### [REQUIRED ACTION]
Look through the data that follows and copy each line with the string "nowrap".

——

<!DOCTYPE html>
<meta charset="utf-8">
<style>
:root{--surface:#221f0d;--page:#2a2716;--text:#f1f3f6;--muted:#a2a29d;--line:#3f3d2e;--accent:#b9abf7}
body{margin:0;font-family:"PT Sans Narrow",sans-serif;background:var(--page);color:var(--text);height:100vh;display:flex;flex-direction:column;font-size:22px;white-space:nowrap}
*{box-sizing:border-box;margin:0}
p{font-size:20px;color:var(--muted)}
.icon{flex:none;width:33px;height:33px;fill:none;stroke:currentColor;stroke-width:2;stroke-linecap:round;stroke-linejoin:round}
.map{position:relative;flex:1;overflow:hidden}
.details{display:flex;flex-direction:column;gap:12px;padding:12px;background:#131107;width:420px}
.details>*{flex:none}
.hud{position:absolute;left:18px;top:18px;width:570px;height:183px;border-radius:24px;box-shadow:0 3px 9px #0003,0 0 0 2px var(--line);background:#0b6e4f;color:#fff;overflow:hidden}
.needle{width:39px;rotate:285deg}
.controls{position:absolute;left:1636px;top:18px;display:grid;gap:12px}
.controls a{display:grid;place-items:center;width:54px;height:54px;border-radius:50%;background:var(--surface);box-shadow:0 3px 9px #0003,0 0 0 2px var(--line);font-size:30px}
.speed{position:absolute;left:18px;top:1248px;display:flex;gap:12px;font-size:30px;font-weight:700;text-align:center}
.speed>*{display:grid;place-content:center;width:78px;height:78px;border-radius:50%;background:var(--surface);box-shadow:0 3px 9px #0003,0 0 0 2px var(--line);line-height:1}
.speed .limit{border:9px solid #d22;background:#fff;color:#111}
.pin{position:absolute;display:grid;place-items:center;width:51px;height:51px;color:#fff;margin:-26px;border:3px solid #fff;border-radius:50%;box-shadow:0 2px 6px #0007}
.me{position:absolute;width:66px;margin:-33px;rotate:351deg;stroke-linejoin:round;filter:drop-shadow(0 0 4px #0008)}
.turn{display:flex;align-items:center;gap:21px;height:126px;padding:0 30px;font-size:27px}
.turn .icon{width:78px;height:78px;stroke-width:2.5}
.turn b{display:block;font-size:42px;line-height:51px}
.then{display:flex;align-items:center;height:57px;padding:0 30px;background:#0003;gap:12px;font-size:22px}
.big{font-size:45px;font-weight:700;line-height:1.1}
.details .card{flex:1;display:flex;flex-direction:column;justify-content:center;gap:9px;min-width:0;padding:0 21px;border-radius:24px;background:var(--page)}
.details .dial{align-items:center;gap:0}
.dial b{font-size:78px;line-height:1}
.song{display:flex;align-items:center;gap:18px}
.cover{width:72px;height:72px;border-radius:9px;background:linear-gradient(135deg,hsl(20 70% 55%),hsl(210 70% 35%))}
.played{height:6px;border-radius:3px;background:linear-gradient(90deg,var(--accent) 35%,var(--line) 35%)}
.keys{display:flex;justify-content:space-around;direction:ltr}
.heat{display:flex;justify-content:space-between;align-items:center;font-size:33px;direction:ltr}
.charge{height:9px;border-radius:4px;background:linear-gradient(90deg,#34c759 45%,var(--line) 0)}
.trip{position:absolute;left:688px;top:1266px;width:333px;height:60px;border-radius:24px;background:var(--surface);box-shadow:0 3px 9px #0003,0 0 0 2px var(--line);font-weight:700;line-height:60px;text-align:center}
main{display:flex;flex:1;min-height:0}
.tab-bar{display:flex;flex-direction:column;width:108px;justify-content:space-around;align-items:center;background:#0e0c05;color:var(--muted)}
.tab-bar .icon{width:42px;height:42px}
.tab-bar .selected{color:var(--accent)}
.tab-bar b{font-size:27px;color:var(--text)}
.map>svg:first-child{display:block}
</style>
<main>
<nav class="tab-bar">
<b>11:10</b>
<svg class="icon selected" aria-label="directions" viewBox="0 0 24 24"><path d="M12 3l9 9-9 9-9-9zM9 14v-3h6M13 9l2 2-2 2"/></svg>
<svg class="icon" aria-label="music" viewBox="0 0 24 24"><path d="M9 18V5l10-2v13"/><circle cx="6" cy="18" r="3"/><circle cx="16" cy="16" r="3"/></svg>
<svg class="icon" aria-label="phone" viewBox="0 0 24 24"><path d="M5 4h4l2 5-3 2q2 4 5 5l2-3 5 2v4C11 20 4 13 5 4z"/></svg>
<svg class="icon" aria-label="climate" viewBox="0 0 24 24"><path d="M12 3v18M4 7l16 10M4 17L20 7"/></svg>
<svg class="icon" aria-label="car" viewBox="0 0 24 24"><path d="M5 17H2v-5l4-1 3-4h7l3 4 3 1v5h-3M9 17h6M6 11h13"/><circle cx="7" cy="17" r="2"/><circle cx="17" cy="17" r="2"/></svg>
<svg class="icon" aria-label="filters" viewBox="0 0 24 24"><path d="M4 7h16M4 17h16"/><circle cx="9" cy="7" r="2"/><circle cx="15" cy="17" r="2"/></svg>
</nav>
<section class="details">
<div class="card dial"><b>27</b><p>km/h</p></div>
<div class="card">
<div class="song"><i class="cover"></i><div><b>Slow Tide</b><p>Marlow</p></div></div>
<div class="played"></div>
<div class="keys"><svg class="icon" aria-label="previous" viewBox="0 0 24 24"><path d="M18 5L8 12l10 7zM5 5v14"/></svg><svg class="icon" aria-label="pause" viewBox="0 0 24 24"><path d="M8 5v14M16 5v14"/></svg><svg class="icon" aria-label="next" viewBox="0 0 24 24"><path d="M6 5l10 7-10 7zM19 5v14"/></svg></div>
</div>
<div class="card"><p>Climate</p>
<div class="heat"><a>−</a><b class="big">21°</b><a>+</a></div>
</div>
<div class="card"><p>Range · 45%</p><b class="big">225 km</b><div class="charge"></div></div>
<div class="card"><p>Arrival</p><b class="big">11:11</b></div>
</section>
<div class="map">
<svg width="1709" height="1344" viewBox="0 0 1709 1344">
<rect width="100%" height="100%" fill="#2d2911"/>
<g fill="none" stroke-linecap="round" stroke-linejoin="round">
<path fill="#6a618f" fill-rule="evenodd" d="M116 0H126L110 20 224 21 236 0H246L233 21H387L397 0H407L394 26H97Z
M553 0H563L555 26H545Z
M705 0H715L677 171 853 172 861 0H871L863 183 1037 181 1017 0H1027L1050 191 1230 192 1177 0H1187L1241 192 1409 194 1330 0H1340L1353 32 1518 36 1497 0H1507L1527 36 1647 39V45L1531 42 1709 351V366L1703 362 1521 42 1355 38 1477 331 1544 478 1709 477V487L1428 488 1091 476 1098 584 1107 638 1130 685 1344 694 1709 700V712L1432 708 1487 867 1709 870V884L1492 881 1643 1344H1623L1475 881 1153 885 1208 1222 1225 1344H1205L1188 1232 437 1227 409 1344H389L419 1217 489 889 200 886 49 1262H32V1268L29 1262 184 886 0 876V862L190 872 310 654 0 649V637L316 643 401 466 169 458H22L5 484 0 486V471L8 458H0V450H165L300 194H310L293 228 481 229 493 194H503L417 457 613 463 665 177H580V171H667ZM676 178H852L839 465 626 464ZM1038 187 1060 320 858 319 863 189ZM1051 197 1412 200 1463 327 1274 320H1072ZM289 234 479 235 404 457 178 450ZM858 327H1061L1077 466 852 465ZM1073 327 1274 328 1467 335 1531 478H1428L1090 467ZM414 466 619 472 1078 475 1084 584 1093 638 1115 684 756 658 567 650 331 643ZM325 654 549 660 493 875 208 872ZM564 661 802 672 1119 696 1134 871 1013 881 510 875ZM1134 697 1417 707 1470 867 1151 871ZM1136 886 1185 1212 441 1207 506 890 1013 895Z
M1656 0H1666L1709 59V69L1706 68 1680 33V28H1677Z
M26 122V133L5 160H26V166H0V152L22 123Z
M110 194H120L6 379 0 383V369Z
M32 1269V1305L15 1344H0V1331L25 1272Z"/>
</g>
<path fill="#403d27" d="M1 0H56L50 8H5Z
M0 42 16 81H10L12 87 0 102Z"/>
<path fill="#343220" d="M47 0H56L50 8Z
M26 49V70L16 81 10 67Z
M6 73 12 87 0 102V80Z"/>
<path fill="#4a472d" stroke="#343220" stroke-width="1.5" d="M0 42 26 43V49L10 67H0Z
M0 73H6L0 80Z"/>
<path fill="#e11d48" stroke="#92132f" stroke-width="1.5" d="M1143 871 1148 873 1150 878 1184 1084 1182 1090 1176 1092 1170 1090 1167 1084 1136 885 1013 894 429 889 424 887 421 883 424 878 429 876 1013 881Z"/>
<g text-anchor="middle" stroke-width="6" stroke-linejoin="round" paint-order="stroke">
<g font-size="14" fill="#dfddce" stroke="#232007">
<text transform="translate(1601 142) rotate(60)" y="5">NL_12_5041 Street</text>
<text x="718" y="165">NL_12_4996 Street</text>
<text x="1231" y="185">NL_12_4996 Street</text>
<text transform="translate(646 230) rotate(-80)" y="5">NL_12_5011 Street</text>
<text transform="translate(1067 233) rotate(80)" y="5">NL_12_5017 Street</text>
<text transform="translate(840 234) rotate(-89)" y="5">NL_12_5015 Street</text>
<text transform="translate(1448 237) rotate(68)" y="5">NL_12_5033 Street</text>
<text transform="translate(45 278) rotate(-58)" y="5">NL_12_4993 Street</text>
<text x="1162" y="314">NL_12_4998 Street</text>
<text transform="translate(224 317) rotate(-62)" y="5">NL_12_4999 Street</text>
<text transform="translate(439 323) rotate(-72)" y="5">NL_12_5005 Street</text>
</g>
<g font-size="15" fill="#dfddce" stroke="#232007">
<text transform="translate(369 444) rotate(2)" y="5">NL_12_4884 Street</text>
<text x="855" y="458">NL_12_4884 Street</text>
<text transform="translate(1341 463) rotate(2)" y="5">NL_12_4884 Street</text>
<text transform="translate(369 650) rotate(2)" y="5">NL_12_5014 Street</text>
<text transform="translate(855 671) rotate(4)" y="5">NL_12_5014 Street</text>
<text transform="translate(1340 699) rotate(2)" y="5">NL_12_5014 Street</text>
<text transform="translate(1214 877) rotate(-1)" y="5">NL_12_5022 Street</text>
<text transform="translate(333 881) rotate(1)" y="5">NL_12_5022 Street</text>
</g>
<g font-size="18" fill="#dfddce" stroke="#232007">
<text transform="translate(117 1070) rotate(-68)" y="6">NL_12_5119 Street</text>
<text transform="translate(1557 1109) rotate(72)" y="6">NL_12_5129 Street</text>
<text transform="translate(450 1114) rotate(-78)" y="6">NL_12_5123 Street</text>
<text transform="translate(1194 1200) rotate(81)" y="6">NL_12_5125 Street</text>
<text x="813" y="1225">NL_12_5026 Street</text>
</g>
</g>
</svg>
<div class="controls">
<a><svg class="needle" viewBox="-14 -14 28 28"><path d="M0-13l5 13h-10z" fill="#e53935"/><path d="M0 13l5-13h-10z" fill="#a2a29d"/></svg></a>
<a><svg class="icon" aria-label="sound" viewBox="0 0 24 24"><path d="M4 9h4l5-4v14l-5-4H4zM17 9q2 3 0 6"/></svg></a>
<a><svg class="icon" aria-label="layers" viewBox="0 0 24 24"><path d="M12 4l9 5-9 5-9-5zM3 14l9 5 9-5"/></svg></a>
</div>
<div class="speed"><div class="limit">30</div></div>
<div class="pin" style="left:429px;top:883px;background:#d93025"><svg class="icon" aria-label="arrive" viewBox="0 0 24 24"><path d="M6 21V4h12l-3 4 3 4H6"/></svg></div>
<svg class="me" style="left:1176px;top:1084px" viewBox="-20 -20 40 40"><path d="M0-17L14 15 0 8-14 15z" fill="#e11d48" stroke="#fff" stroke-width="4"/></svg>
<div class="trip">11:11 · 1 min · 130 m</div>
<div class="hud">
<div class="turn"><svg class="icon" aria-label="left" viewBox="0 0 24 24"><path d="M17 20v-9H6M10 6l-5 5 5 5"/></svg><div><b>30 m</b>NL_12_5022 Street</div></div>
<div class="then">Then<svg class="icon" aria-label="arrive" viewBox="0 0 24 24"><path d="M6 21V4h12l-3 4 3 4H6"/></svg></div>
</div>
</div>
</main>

——

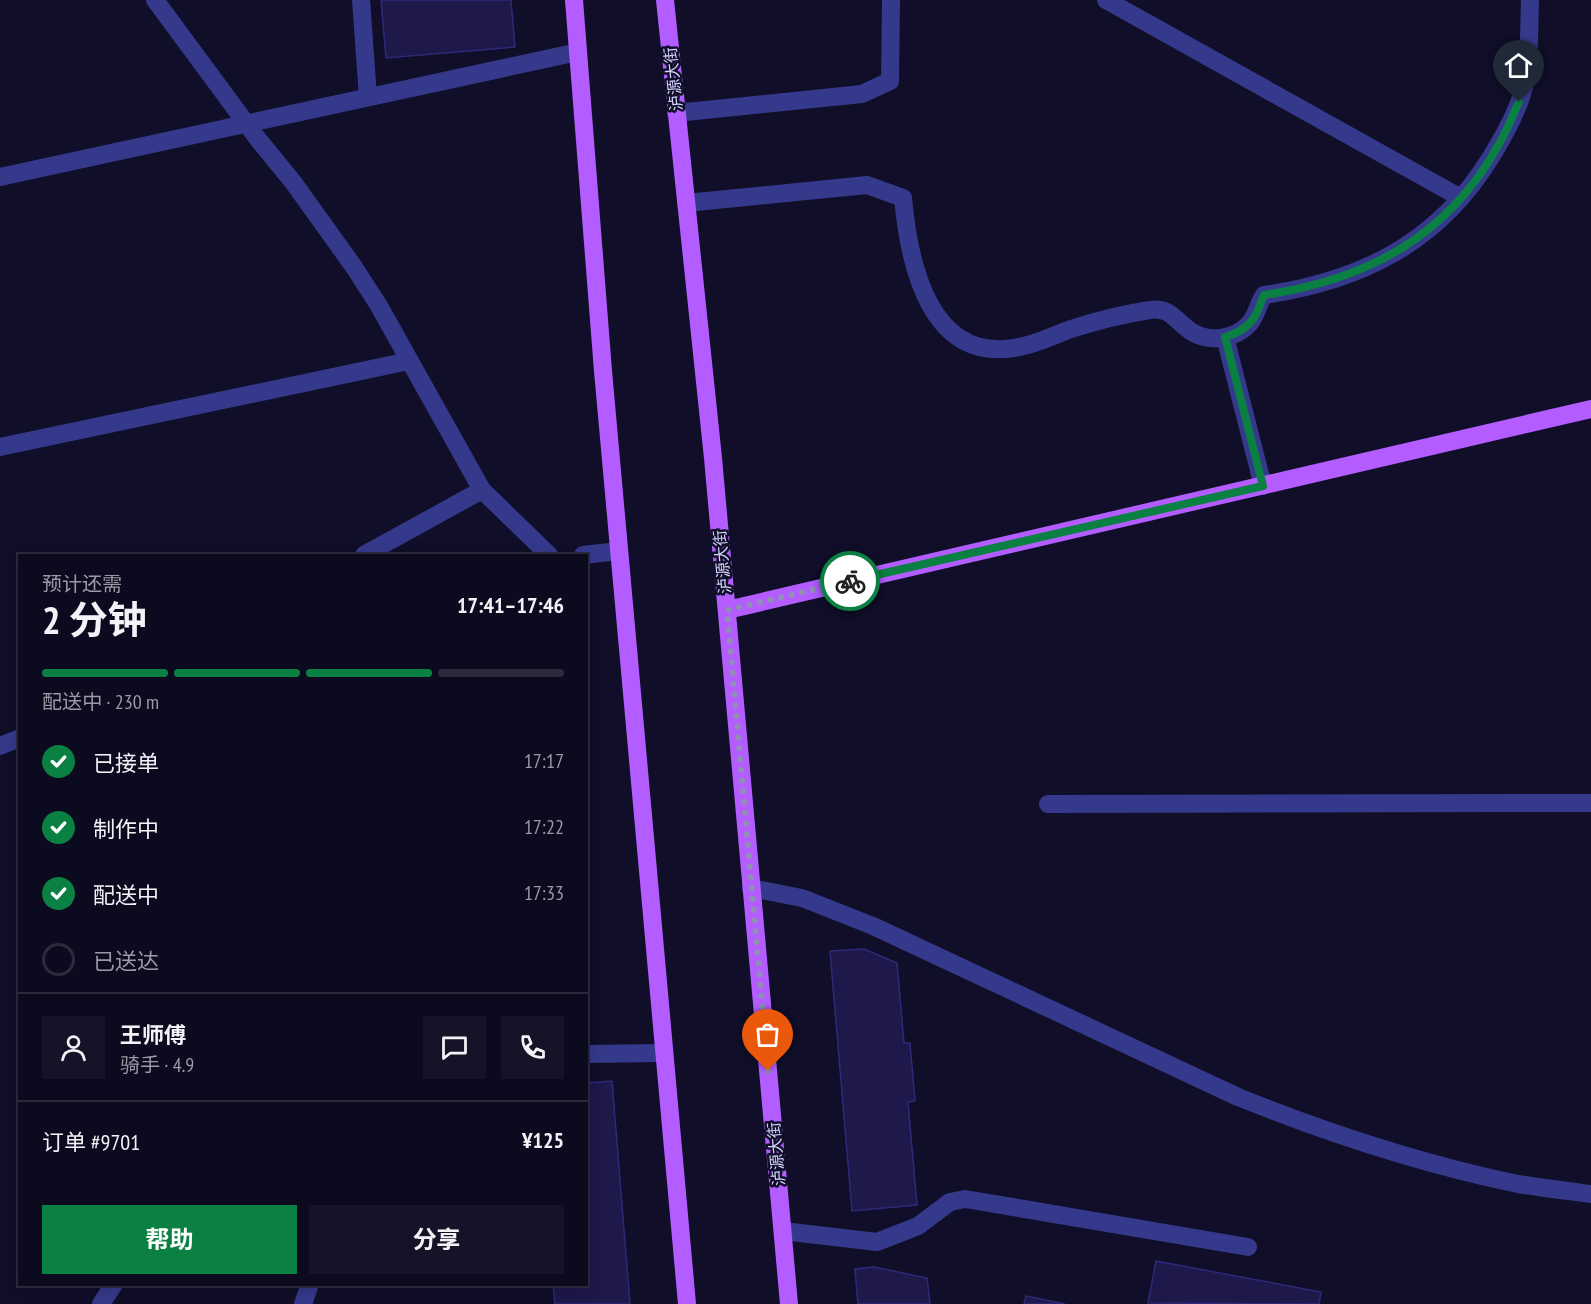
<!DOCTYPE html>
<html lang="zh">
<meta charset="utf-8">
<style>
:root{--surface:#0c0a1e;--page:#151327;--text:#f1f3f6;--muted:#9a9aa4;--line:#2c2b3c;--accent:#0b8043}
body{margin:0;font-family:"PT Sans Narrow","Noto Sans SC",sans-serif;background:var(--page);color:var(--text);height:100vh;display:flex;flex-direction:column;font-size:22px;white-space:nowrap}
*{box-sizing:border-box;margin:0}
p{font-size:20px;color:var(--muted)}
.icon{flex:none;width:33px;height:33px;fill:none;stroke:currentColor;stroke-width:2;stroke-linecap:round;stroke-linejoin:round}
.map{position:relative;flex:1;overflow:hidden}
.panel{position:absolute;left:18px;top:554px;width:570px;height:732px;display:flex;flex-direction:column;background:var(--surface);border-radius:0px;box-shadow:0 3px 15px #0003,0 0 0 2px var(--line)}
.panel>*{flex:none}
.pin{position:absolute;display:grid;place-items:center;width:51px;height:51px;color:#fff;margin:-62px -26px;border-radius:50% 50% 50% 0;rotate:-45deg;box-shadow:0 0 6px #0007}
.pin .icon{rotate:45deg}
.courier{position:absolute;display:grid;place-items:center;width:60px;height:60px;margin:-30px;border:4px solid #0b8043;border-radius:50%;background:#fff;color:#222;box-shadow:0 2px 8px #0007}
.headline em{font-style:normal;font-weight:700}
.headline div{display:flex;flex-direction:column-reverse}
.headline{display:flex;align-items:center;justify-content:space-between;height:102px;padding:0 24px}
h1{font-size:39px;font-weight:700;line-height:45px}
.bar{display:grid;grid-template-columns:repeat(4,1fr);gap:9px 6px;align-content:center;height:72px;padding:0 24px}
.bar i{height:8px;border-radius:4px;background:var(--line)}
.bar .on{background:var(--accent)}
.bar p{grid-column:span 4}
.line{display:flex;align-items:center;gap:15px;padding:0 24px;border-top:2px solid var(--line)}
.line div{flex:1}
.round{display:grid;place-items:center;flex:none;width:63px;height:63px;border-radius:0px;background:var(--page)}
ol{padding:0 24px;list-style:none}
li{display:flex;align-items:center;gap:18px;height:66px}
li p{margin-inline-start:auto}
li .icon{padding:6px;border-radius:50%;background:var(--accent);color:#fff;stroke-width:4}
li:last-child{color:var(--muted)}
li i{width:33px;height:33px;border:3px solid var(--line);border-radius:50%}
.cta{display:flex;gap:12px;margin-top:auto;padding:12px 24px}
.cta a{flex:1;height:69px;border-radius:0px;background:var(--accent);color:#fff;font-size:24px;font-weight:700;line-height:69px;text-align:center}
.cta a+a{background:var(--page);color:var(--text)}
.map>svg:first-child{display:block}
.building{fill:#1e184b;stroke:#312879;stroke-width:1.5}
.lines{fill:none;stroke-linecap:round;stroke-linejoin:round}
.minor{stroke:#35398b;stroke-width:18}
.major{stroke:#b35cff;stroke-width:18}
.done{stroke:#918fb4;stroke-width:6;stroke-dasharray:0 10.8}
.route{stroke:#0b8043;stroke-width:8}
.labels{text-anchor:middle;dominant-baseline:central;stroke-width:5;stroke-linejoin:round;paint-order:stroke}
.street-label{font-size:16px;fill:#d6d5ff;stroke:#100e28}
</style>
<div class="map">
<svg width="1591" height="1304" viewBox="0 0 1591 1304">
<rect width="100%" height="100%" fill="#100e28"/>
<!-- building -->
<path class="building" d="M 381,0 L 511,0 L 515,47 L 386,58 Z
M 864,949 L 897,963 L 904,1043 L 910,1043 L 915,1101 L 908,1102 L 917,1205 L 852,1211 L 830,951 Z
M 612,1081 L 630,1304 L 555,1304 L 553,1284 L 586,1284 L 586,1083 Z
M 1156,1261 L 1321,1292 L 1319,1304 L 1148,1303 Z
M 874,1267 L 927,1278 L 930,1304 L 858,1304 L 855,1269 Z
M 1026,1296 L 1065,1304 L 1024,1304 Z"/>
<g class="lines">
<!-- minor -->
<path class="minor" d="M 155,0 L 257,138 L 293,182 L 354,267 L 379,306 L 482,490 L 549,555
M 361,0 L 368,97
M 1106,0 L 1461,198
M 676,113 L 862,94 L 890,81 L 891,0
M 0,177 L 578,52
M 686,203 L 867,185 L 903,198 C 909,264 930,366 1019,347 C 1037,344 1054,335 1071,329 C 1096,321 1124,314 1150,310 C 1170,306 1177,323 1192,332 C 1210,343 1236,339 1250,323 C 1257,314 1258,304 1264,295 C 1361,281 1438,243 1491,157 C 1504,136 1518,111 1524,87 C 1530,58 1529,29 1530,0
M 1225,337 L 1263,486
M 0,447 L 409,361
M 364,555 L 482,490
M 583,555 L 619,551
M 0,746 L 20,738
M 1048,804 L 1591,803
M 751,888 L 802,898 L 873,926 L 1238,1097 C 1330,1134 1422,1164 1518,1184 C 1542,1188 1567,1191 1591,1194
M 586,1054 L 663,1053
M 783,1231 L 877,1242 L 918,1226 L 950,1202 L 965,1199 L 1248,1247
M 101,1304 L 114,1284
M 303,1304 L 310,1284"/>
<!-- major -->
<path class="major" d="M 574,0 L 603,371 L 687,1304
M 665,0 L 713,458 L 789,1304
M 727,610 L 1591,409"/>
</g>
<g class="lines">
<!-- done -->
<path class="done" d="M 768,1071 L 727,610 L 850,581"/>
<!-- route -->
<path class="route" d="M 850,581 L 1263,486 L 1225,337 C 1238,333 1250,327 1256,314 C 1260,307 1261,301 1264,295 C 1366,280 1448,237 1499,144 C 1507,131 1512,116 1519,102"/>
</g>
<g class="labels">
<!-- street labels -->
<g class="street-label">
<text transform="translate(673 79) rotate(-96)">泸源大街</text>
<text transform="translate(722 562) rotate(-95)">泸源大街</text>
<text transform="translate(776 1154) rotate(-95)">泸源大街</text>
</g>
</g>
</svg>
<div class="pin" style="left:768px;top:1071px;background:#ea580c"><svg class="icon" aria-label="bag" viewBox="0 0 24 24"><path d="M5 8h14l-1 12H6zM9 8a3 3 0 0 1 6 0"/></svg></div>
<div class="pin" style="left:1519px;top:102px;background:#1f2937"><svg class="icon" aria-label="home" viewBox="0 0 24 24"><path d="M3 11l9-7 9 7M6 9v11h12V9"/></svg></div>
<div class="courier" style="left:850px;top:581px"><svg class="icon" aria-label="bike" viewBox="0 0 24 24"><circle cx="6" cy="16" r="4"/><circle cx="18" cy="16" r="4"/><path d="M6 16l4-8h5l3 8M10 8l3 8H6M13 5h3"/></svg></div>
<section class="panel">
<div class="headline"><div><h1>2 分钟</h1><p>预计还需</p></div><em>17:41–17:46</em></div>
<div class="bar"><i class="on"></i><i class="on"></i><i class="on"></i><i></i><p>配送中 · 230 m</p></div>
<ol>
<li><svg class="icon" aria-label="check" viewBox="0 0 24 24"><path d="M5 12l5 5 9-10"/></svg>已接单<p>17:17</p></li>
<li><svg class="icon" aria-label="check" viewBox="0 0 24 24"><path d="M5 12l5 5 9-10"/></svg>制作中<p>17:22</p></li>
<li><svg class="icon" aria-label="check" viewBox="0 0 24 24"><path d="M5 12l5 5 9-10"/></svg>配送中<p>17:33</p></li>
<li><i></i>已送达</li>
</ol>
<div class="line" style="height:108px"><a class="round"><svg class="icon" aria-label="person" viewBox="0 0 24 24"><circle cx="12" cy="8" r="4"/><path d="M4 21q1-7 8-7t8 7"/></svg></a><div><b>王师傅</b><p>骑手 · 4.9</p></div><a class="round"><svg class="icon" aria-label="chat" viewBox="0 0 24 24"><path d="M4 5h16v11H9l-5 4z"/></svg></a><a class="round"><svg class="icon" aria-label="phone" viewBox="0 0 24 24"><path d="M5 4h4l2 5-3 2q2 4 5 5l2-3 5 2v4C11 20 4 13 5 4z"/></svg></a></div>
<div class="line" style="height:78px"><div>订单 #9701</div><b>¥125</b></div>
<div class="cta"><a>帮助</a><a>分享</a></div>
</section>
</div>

——

### [REPLY TO THE TASK]
body{margin:0;font-family:"PT Sans Narrow",sans-serif;background:var(--page);color:var(--text);height:100vh;display:flex;flex-direction:column;font-size:22px;white-space:nowrap}
body{margin:0;font-family:"PT Sans Narrow","Noto Sans SC",sans-serif;background:var(--page);color:var(--text);height:100vh;display:flex;flex-direction:column;font-size:22px;white-space:nowrap}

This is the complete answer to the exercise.